Stored entries:
---+---

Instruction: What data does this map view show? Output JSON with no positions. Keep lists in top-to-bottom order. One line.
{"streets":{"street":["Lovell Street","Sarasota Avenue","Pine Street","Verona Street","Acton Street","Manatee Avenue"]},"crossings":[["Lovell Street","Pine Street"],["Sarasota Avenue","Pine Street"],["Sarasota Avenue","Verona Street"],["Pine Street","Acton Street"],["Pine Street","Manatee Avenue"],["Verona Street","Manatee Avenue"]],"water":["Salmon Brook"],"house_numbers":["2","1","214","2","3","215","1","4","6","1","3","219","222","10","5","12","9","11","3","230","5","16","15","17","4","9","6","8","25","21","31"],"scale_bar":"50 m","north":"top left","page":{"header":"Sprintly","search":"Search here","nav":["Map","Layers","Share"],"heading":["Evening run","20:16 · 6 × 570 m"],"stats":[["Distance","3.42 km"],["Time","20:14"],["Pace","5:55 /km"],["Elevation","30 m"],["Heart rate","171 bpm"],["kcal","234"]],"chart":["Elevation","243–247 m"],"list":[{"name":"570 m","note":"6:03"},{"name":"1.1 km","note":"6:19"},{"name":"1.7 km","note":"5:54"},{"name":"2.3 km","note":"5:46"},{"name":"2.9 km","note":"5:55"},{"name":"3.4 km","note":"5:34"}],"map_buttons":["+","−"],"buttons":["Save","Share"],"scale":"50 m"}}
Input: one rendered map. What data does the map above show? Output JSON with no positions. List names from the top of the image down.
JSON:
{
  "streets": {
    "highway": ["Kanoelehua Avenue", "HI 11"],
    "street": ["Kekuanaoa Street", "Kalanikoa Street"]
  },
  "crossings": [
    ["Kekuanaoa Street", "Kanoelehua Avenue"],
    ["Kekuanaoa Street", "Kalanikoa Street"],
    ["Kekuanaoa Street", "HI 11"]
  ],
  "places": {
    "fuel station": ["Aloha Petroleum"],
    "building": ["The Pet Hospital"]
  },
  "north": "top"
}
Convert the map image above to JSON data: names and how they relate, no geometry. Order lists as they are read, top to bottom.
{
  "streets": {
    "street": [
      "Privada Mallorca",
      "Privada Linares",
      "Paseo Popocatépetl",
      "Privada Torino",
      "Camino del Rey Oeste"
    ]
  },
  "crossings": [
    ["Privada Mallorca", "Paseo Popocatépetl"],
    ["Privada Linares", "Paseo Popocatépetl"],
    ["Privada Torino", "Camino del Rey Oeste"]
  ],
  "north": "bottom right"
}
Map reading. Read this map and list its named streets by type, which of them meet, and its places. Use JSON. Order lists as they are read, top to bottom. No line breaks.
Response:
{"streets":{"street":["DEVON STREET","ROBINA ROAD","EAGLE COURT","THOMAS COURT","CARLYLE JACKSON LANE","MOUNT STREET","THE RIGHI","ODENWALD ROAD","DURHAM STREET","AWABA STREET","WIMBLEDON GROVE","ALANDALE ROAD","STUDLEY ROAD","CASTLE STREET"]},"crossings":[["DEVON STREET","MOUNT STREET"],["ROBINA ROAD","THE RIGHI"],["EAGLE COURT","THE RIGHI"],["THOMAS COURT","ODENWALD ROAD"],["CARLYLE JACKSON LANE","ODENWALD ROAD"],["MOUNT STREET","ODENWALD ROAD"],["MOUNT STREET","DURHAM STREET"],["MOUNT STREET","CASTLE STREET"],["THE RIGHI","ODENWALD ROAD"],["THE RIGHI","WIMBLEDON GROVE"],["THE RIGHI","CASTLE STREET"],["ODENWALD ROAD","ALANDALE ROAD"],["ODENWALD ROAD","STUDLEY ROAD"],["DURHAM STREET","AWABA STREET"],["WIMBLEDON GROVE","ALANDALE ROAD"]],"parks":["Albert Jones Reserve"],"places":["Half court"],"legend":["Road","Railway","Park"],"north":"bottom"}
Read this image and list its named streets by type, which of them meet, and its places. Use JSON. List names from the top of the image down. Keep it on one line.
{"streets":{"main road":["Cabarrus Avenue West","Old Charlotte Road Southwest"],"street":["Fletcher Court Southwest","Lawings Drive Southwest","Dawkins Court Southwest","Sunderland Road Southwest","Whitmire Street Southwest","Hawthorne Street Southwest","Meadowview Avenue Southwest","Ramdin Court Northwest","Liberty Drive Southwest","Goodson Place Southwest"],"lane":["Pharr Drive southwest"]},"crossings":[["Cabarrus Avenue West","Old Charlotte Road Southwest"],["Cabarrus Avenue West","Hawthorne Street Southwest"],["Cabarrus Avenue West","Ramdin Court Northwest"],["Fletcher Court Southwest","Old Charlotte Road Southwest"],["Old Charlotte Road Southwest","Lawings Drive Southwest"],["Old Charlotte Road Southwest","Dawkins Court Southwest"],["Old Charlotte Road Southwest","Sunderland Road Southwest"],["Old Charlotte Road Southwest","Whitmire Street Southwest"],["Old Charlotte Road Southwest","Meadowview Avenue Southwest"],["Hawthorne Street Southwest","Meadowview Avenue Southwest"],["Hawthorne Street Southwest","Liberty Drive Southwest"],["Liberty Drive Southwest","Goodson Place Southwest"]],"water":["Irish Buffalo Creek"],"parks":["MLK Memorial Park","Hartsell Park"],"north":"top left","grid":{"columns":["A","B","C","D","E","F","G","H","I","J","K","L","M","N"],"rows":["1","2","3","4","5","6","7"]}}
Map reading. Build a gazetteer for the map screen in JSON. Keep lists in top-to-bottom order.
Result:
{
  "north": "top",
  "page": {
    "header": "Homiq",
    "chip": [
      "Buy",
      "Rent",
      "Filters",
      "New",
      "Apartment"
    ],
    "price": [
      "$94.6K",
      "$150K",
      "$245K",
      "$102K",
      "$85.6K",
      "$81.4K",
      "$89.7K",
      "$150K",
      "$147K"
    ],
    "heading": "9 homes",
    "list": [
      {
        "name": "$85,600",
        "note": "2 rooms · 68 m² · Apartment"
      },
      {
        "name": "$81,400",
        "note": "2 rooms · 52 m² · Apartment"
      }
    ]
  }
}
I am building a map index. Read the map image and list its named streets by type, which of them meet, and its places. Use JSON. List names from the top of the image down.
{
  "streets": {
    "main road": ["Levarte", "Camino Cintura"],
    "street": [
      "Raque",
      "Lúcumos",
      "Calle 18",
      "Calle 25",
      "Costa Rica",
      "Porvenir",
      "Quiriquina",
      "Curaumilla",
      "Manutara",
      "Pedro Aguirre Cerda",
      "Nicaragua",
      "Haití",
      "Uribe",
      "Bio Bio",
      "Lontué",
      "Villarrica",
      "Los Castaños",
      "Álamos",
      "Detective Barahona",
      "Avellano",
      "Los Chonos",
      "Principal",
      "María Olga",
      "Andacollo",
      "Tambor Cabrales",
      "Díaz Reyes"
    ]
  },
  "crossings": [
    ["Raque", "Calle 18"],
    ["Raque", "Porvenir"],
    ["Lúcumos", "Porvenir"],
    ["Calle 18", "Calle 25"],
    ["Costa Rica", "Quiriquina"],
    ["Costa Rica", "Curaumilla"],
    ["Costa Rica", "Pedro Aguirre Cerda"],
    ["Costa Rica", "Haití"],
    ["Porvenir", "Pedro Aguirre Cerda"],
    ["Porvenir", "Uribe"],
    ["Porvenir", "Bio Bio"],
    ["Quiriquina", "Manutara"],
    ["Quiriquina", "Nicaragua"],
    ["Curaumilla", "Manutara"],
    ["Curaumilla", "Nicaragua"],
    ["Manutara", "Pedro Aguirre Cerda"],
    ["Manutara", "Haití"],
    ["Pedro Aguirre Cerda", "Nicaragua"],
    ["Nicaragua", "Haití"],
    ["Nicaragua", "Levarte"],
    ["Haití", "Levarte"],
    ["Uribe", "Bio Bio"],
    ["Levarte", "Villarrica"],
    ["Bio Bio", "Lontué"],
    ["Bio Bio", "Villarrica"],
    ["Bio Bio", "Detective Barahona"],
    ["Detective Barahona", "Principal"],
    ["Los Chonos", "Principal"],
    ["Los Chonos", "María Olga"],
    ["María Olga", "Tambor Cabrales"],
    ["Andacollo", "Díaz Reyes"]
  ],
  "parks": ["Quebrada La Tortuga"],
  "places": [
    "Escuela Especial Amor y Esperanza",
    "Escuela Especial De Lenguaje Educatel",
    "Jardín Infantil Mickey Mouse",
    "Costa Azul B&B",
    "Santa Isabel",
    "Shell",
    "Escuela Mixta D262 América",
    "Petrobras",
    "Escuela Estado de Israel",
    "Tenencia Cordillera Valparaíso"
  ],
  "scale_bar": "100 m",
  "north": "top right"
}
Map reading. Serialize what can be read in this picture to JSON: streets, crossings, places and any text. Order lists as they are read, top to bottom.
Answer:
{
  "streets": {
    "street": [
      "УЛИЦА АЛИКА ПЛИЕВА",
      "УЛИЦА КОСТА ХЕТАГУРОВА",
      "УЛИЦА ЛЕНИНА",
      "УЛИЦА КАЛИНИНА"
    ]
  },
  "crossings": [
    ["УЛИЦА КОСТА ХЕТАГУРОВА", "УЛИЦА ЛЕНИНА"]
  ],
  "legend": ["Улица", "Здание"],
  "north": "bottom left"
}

---+---

What you will do
Gather from the records above every line containing the string "Tambor".

Solved problem
      "Tambor Cabrales",
    ["María Olga", "Tambor Cabrales"],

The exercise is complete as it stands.